More number fun

(No linguistics that I can see.)

A follow-up to my posting on Collatz sequences, picking up an open question in one-symbol Smullyan systems, from an obscure 1970 paper by Stephen Isard and me.

(In one-symbol Smullyan systems, the objects are strings of a single symbol, let’s say 1, subject to very simple rules for producing new strings.) Simplifying things some, the system (devised by Steve) we considered started with 1 and advanced by two rules:

(1) x ⇢ xxx
(2) xx1 ⇢ x

The first triples any number, the second reduces any odd number 2N+1 to N. So from 11111 (that is, 5), we get either to 15 or to 2. It’s easy to see that all the strings are of a length ≣ 0 or 1 (mod 3) (but not ≣2). The question is whether every string of length ≣ 0 or 1 (mod 3) is enumerated by this oss. We showed in the 1970 paper that any exception could not be less than 7044, which is ≣ 0 (mod 3): 7044 = 3 x 2348. So, can we get from 1 to 7044?
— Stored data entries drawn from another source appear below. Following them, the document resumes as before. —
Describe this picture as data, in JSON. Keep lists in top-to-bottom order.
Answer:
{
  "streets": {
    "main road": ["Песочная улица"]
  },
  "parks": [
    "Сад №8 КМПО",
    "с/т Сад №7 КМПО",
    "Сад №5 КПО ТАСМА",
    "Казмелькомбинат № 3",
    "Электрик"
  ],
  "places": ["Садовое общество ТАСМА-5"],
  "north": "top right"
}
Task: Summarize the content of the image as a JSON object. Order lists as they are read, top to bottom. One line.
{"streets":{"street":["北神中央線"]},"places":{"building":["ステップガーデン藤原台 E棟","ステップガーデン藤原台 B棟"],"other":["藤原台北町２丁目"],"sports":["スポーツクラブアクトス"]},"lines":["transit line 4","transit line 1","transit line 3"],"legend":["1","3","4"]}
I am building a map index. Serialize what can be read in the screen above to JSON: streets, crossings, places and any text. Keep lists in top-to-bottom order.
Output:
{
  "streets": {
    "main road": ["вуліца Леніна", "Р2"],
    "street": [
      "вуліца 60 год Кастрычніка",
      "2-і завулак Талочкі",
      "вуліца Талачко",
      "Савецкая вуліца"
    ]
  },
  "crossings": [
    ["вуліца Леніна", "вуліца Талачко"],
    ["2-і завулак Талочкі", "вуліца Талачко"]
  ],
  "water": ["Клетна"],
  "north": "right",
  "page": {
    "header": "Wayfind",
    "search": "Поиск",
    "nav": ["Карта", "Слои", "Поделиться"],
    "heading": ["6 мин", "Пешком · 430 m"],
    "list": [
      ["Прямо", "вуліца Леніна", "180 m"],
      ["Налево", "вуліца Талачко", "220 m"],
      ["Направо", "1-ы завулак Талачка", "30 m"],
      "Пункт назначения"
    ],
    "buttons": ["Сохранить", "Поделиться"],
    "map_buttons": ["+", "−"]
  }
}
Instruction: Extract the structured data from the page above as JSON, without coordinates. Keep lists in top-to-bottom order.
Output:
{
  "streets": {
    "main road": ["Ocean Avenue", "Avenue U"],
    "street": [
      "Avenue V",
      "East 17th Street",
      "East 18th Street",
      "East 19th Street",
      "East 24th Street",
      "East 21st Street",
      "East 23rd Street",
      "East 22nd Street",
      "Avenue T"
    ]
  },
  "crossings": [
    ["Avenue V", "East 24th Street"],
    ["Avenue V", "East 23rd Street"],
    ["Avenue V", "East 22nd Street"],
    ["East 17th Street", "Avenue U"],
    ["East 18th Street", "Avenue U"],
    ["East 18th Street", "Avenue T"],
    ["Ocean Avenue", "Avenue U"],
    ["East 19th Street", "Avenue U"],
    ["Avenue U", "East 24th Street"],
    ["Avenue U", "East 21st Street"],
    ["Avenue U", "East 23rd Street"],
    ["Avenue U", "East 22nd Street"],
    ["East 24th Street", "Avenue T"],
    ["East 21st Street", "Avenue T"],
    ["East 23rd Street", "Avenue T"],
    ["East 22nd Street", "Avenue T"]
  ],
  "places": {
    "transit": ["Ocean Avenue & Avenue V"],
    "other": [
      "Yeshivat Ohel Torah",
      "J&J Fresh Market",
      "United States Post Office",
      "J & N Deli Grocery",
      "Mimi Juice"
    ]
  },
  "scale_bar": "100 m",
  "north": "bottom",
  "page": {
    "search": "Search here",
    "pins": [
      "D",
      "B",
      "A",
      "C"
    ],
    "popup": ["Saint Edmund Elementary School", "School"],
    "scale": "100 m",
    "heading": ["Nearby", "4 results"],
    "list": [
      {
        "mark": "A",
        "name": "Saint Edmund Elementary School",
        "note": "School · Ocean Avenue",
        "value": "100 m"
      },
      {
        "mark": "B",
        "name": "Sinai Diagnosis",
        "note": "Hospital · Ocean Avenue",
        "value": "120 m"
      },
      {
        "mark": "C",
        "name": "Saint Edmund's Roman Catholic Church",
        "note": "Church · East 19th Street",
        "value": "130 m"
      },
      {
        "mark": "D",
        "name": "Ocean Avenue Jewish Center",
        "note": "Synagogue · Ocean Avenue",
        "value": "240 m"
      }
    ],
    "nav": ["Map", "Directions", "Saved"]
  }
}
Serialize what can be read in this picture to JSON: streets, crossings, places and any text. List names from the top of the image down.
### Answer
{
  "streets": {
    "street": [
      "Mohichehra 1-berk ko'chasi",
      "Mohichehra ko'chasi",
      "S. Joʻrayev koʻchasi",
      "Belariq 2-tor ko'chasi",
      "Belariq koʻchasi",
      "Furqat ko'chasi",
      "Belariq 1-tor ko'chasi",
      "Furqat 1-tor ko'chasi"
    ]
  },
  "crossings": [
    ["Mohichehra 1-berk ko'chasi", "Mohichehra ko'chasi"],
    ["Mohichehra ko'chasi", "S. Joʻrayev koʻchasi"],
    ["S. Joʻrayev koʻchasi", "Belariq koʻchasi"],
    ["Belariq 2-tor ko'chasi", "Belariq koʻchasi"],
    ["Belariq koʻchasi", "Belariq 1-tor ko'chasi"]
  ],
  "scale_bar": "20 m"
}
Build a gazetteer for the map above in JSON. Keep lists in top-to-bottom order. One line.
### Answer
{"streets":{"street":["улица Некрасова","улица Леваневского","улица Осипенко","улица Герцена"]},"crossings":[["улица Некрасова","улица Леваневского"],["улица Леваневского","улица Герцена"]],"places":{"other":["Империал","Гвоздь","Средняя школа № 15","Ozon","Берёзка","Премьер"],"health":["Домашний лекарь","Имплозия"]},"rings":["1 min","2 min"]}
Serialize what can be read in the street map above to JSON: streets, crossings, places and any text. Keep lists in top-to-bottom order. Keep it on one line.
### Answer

A tricky question. 1 ⇢ 3, then 3 ⇢ either 9 or 1, then 9 ⇢ either 27 or 4, 27 ⇢ either 81 or 13, 81 ⇢ either 243 or 40, 13 ⇢ either 39 or 6, etc. There’s a lot of profuse branching in these productions, which the computational resources available to us in 1970 couldn’t really cope with. Greg Huber and Kyle Kawagoe at UC Santa Barbara approached the problem with vastly greater computer power than we had in 1970 and (much more important) with an algorithm (not yet published) for traversing the production trees efficiently. They were kind enough to send us (today) the results for 1 ⇢ … ⇢ 7044 (which I report on here with their permission). Yes, you can get to 7044, in about a hundred steps.

So the smallest possible exception isn’t one, but that of course doesn’t answer the open question. Math marches on.